■ Task objective: The exact lines of the listing, from its first through the line that contains "height:4px; margin-top:-2px; transform-origin:0;", are to make up the answer, and pictures are to be left out.

■ Source records:
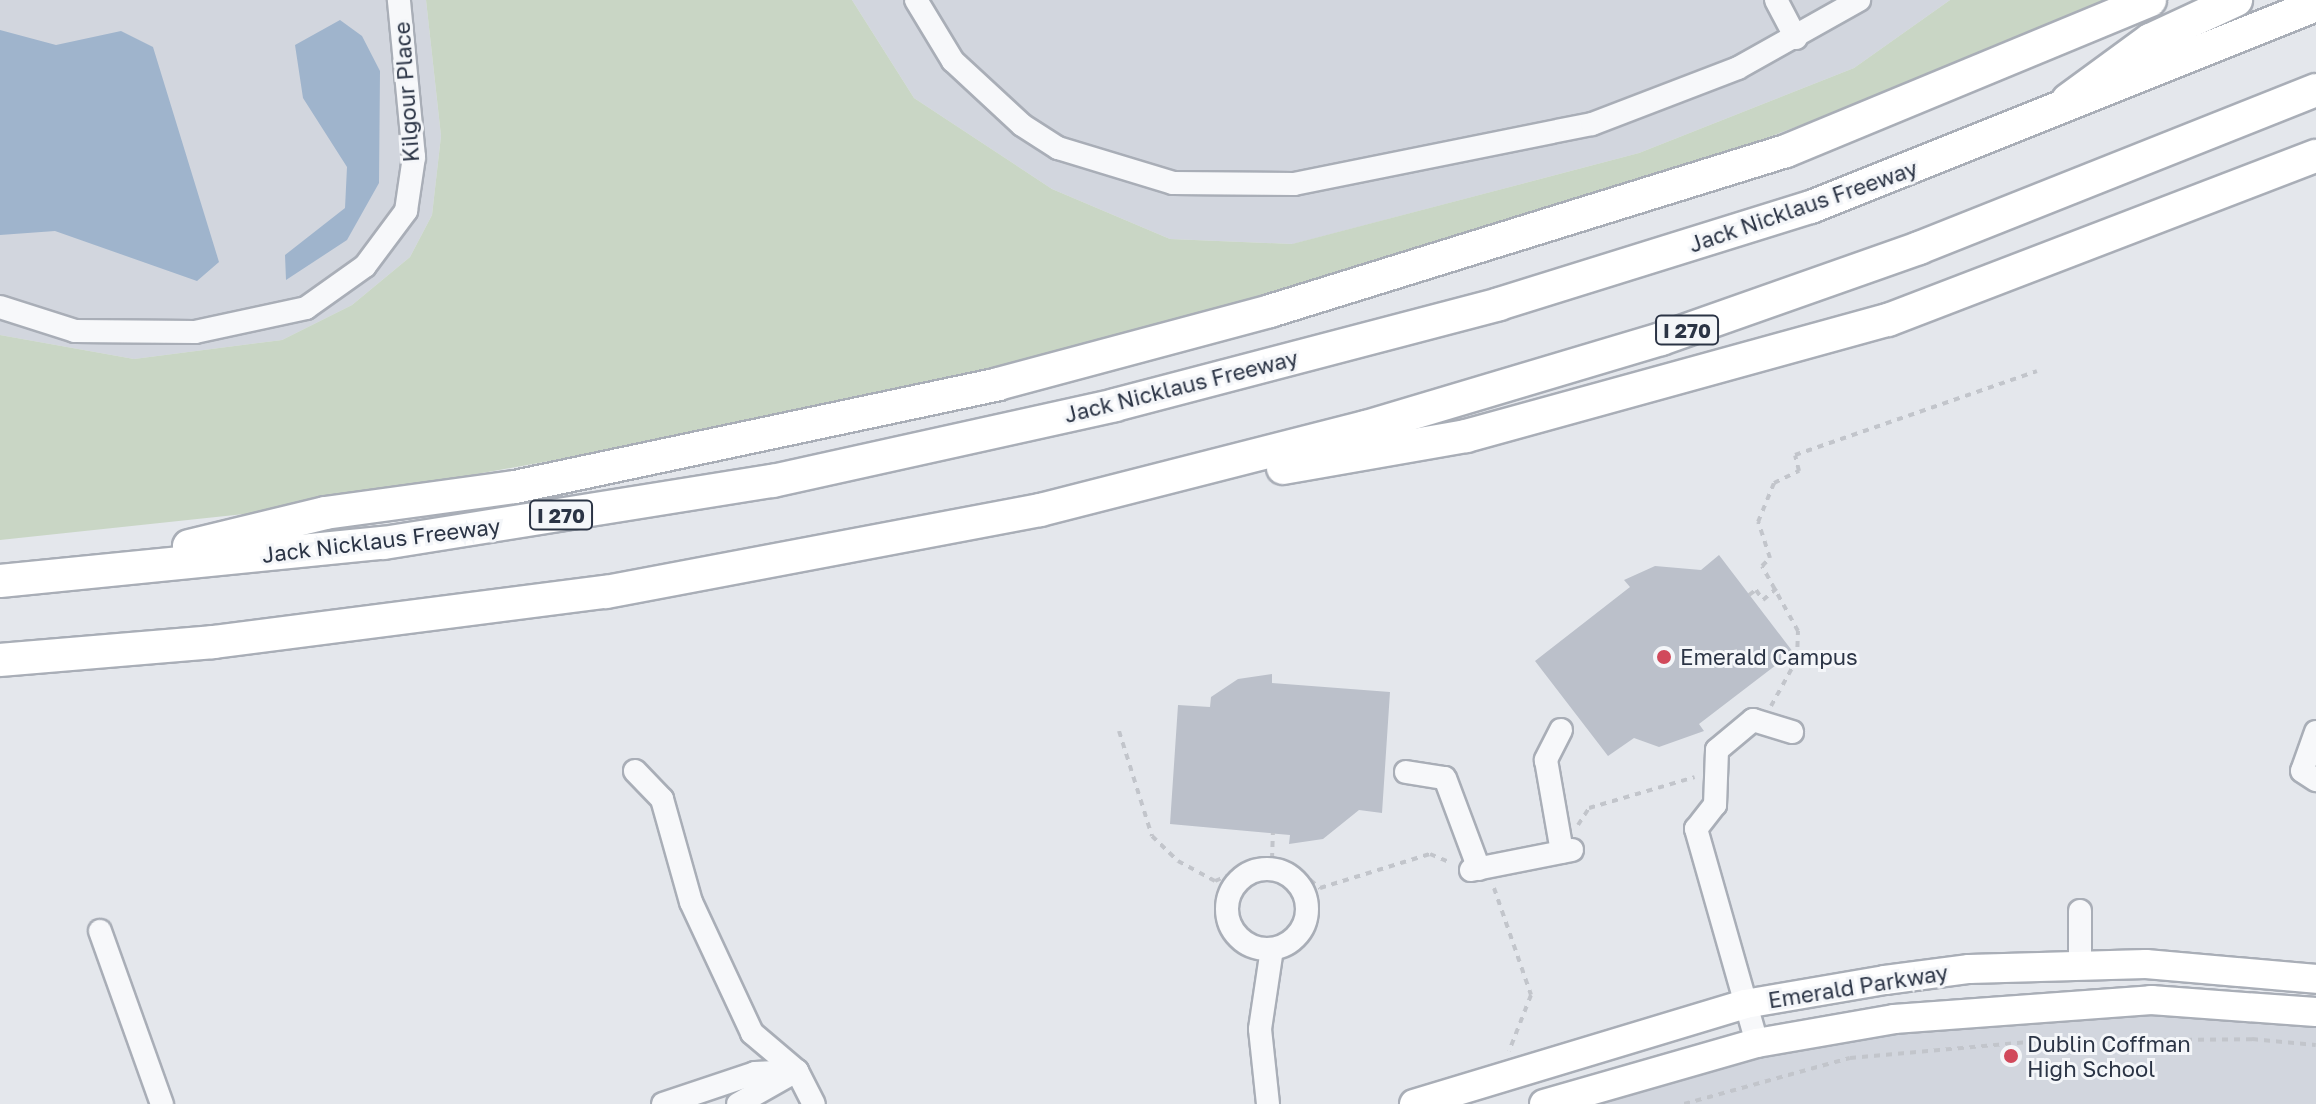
<!DOCTYPE html>
<html>
<head>
<meta charset="utf-8">
<style>
  body { margin:0 }
  #map { position:relative; width:2316px; height:1104px; overflow:hidden; background:#e4e7ec; font-family:"Golos Text",sans-serif }
  div>[style] { position:absolute }
  [style*='--x'] { left:calc(var(--x)*1px); top:calc(var(--y)*1px); width:calc(var(--w)*1px); rotate:calc(var(--a)*1deg) }
  .built>* { inset:0; background:#d2d6de }
  .green>* { inset:0; background:#c9d6c5 }
  .water>* { inset:0; background:#9fb4cc }
  .building>* { inset:0; background:#bbc0ca }
  .path>* { height:4px; margin-top:-2px; transform-origin:0; background:repeating-linear-gradient(90deg,#c2c5cb 0 6px,transparent 0 12px) }
  .roads { filter:drop-shadow(2px 0 #a9aeb7) drop-shadow(-2px 0 #a9aeb7) drop-shadow(0 2px #a9aeb7) drop-shadow(0 -2px #a9aeb7) }
  .minor>* { height:22px; margin:-11px; padding:0 11px; transform-origin:11px; border-radius:11px; background:#f7f8fa }
  .minor>.ring { margin:-11px; padding:0; box-sizing:content-box; background:none; border:22px solid #f7f8fa; border-radius:50% }
  .major>* { height:28px; margin:-14px; padding:0 14px; transform-origin:14px; border-radius:14px; background:#fff }
  .highway>* { height:32px; margin:-16px; padding:0 16px; transform-origin:16px; border-radius:16px; background:#fff }
  .dots>* { width:22px; height:22px; translate:-50% -50%; box-sizing:border-box; border:4px solid #f4f6f9; border-radius:50% }
  span { translate:-50% -50%; white-space:nowrap; text-align:center; line-height:1.15; -webkit-text-stroke:6px #f4f6f9; paint-order:stroke }
  .shield-label span { padding:2px 6px; background:#f4f6f9; border:2px solid; border-radius:6px; -webkit-text-stroke-width:0 }
  .shield-label { font-size:20px; color:#2b3445; font-weight:700 }
  .street-label { font-size:22px; color:#2b3445 }
  .poi-label { font-size:22px; color:#2b3445 }
  .left { translate:0 -50%; text-align:left }
</style>
</head>
<body>
<div id="map">
  <div class="built">
    <i style="clip-path:polygon(0 0,426px 0,441px 136px,432px 215px,410px 257px,352px 305px,282px 340px,134px 359px,0 335px)"></i>
    <i style="clip-path:polygon(852px 0,1950px 0,1854px 68px,1639px 153px,1293px 244px,1170px 239px,1052px 189px,914px 98px)"></i>
    <i style="clip-path:polygon(1970px 1011px,2316px 1012px,2316px 1104px,1544px 1104px,1655px 1070px)"></i>
  </div>
  <div class="green">
    <i style="clip-path:polygon(426px 0,852px 0,914px 98px,1052px 189px,1170px 239px,1292px 244px,1639px 153px,1854px 68px,1950px 0,2119px 0,1962px 66px,1562px 213px,1130px 338px,776px 420px,272px 511px,0 540px,0 335px,134px 359px,282px 340px,352px 305px,410px 257px,432px 215px,441px 136px)"></i>
  </div>
  <div class="water">
    <i style="clip-path:polygon(340px 20px,362px 36px,380px 71px,379px 183px,347px 240px,286px 280px,285px 255px,345px 208px,347px 167px,303px 98px,295px 45px)"></i>
    <i style="clip-path:polygon(0 30px,56px 45px,121px 31px,153px 47px,219px 262px,197px 281px,55px 231px,0 235px)"></i>
  </div>
  <div class="building">
    <i style="clip-path:polygon(1719px 555px,1793px 652px,1699px 724px,1704px 731px,1659px 747px,1634px 738px,1608px 756px,1535px 661px,1630px 587px,1624px 580px,1655px 566px,1701px 570px)"></i>
    <i style="clip-path:polygon(1272px 674px,1272px 683px,1390px 692px,1382px 813px,1359px 810px,1323px 839px,1289px 844px,1290px 835px,1170px 824px,1178px 705px,1210px 707px,1211px 697px,1238px 679px)"></i>
  </div>
  <div class="path">
    <i style="--x:1749;--y:595;--w:9;--a:-36"></i>
    <i style="--x:1756;--y:590;--w:12;--a:55"></i>
    <i style="--x:1763;--y:600;--w:18;--a:-41"></i>
    <i style="--x:1771;--y:706;--w:54;--a:-61"></i>
    <i style="--x:1797;--y:659;--w:28;--a:-88"></i>
    <i style="--x:1798;--y:631;--w:74;--a:-119"></i>
    <i style="--x:1762;--y:566;--w:11;--a:-45"></i>
    <i style="--x:1770;--y:558;--w:38;--a:-108"></i>
    <i style="--x:1758;--y:522;--w:42;--a:-67.7"></i>
    <i style="--x:1774;--y:483;--w:28;--a:-26"></i>
    <i style="--x:1799;--y:471;--w:16;--a:-104"></i>
    <i style="--x:1795;--y:455;--w:256;--a:-19.1"></i>
    <i style="--x:1119;--y:731;--w:110;--a:72.6"></i>
    <i style="--x:1152;--y:836;--w:36;--a:44"></i>
    <i style="--x:1178;--y:861;--w:42;--a:28.4"></i>
    <i style="--x:1215;--y:881;--w:57;--a:-22.5"></i>
    <i style="--x:1268;--y:859;--w:25;--a:12"></i>
    <i style="--x:1292;--y:864;--w:37;--a:41"></i>
    <i style="--x:1320;--y:888;--w:115;--a:-17.2"></i>
    <i style="--x:1430;--y:854;--w:21;--a:23"></i>
    <i style="--x:1578;--y:825;--w:20;--a:-57"></i>
    <i style="--x:1589;--y:808;--w:110;--a:-16.3"></i>
    <i style="--x:1272;--y:859;--w:26;--a:-88"></i>
    <i style="--x:1494;--y:888;--w:113;--a:70.9"></i>
    <i style="--x:1531;--y:995;--w:60;--a:111.4"></i>
    <i style="--x:1684;--y:1104;--w:172;--a:-15.5"></i>
    <i style="--x:1850;--y:1058;--w:193;--a:-5.1"></i>
    <i style="--x:2042;--y:1041;--w:210;--a:-0.5"></i>
    <i style="--x:2252;--y:1039;--w:64;--a:5.4"></i>
  </div>
  <div class="roads">
    <div class="minor">
      <i style="--x:916;--y:0;--w:71;--a:58.8"></i>
      <i style="--x:953;--y:61;--w:94;--a:42.8"></i>
      <i style="--x:1022;--y:125;--w:43;--a:32.6"></i>
      <i style="--x:1058;--y:148;--w:120;--a:16.9"></i>
      <i style="--x:1173;--y:183;--w:121;--a:0.5"></i>
      <i style="--x:1294;--y:184;--w:304;--a:-11.4"></i>
      <i style="--x:1592;--y:124;--w:156;--a:-21"></i>
      <i style="--x:1738;--y:68;--w:139;--a:-29.3"></i>
      <i style="--x:1776;--y:0;--w:43;--a:62.2"></i>
      <i style="--x:0;--y:307;--w:79;--a:17.7"></i>
      <i style="--x:75;--y:331;--w:120;--a:0.5"></i>
      <i style="--x:195;--y:332;--w:114;--a:-12.2"></i>
      <i style="--x:306;--y:308;--w:72;--a:-35.4"></i>
      <i style="--x:365;--y:266;--w:69;--a:-53.3"></i>
      <i style="--x:406;--y:211;--w:55;--a:-81.6"></i>
      <i style="--x:414;--y:157;--w:158;--a:-95.5"></i>
      <i style="--x:1561;--y:730;--w:34;--a:117"></i>
      <i style="--x:1546;--y:760;--w:93;--a:80.1"></i>
      <i style="--x:2316;--y:732;--w:41;--a:109.7"></i>
      <i style="--x:2302;--y:771;--w:17;--a:33"></i>
      <i style="--x:635;--y:771;--w:39;--a:46"></i>
      <i style="--x:662;--y:799;--w:107;--a:74.3"></i>
      <i style="--x:691;--y:902;--w:145;--a:65"></i>
      <i style="--x:752;--y:1033;--w:59;--a:40.2"></i>
      <i style="--x:797;--y:1071;--w:37;--a:63"></i>
      <i style="--x:1406;--y:772;--w:39;--a:9"></i>
      <i style="--x:1445;--y:778;--w:97;--a:69.5"></i>
      <i class="ring" style="left:1227px;top:869px;width:58px;height:58px"></i>
      <i style="--x:1471;--y:870;--w:103;--a:-11.2"></i>
      <i style="--x:2080;--y:911;--w:55;--a:90"></i>
      <i style="--x:100;--y:931;--w:184;--a:70.3"></i>
      <i style="--x:1757;--y:1043;--w:223;--a:-105.9"></i>
      <i style="--x:1696;--y:829;--w:31;--a:-52"></i>
      <i style="--x:1715;--y:805;--w:55;--a:-87.9"></i>
      <i style="--x:1717;--y:750;--w:47;--a:-39.8"></i>
      <i style="--x:1753;--y:720;--w:41;--a:17.1"></i>
      <i style="--x:663;--y:1104;--w:97;--a:-18.6"></i>
      <i style="--x:755;--y:1073;--w:42;--a:-2.7"></i>
      <i style="--x:738;--y:1104;--w:67;--a:-29.6"></i>
      <i style="--x:1268;--y:1104;--w:75;--a:-96.1"></i>
      <i style="--x:1260;--y:1029;--w:81;--a:-81.5"></i>
    </div>
    <div class="major">
      <i style="--x:1414;--y:1104;--w:346;--a:-16.8"></i>
      <i style="--x:1745;--y:1004;--w:142;--a:-9.7"></i>
      <i style="--x:1885;--y:980;--w:85;--a:-7.5"></i>
      <i style="--x:1969;--y:969;--w:177;--a:-1.6"></i>
      <i style="--x:2146;--y:964;--w:171;--a:5"></i>
      <i style="--x:1544;--y:1104;--w:222;--a:-16"></i>
      <i style="--x:1757;--y:1043;--w:139;--a:-9.9"></i>
      <i style="--x:1894;--y:1019;--w:258;--a:-4.2"></i>
      <i style="--x:2151;--y:1000;--w:165;--a:4.2"></i>
    </div>
    <div class="highway">
      <i style="--x:2068;--y:100;--w:102;--a:-36.2"></i>
      <i style="--x:2150;--y:40;--w:95;--a:-24.9"></i>
      <i style="--x:1283;--y:468;--w:186;--a:-9.9"></i>
      <i style="--x:1466;--y:436;--w:438;--a:-15.4"></i>
      <i style="--x:1888;--y:320;--w:458;--a:-21"></i>
      <i style="--x:189;--y:546;--w:140;--a:-13.6"></i>
      <i style="--x:325;--y:513;--w:192;--a:-7.8"></i>
      <i style="--x:515;--y:487;--w:494;--a:-12"></i>
      <i style="--x:998;--y:384;--w:282;--a:-15"></i>
      <i style="--x:1270;--y:311;--w:540;--a:-17.23"></i>
      <i style="--x:1786;--y:151;--w:394;--a:-22.5"></i>
      <i style="--x:0;--y:581;--w:386;--a:-5.7"></i>
      <i style="--x:384;--y:543;--w:394;--a:-9.1"></i>
      <i style="--x:773;--y:481;--w:350;--a:-12.5"></i>
      <i style="--x:1115;--y:405;--w:397;--a:-14.7"></i>
      <i style="--x:1499;--y:304;--w:327;--a:-17.3"></i>
      <i style="--x:1811;--y:207;--w:544;--a:-21.8"></i>
      <i style="--x:0;--y:660;--w:214;--a:-4.8"></i>
      <i style="--x:213;--y:642;--w:396;--a:-7.3"></i>
      <i style="--x:606;--y:592;--w:442;--a:-10.7"></i>
      <i style="--x:1040;--y:510;--w:336;--a:-14.3"></i>
      <i style="--x:1366;--y:427;--w:308;--a:-16.6"></i>
      <i style="--x:1661;--y:339;--w:274;--a:-19.4"></i>
      <i style="--x:1919;--y:248;--w:427;--a:-21.7"></i>
    </div>
  </div>
  <div class="dots">
    <i style="left:1664px;top:657px;background:#d1495b"></i>
    <i style="left:2011px;top:1056px;background:#d1495b"></i>
  </div>
  <div class="shield-label">
    <span style="left:1687px;top:330px">I 270</span>
    <span style="left:561px;top:515px">I 270</span>
  </div>
  <div class="street-label">
    <span style="left:406px;top:92px;rotate:-94deg">Kilgour Place</span>
    <span style="left:1803px;top:206px;rotate:-19deg">Jack Nicklaus Freeway</span>
    <span style="left:1181px;top:386px;rotate:-14deg">Jack Nicklaus Freeway</span>
    <span style="left:381px;top:540px;rotate:-7deg">Jack Nicklaus Freeway</span>
    <span style="left:1858px;top:986px;rotate:-9deg">Emerald Parkway</span>
  </div>
  <div class="poi-label">
    <span class="left" style="left:1680px;top:657px">Emerald Campus</span>
    <span class="left" style="left:2027px;top:1056px">Dublin Coffman<br>High School</span>
  </div>
</div>
</body>
</html>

■ Completed task:
<!DOCTYPE html>
<html>
<head>
<meta charset="utf-8">
<style>
  body { margin:0 }
  #map { position:relative; width:2316px; height:1104px; overflow:hidden; background:#e4e7ec; font-family:"Golos Text",sans-serif }
  div>[style] { position:absolute }
  [style*='--x'] { left:calc(var(--x)*1px); top:calc(var(--y)*1px); width:calc(var(--w)*1px); rotate:calc(var(--a)*1deg) }
  .built>* { inset:0; background:#d2d6de }
  .green>* { inset:0; background:#c9d6c5 }
  .water>* { inset:0; background:#9fb4cc }
  .building>* { inset:0; background:#bbc0ca }
  .path>* { height:4px; margin-top:-2px; transform-origin:0; background:repeating-linear-gradient(90deg,#c2c5cb 0 6px,transparent 0 12px) }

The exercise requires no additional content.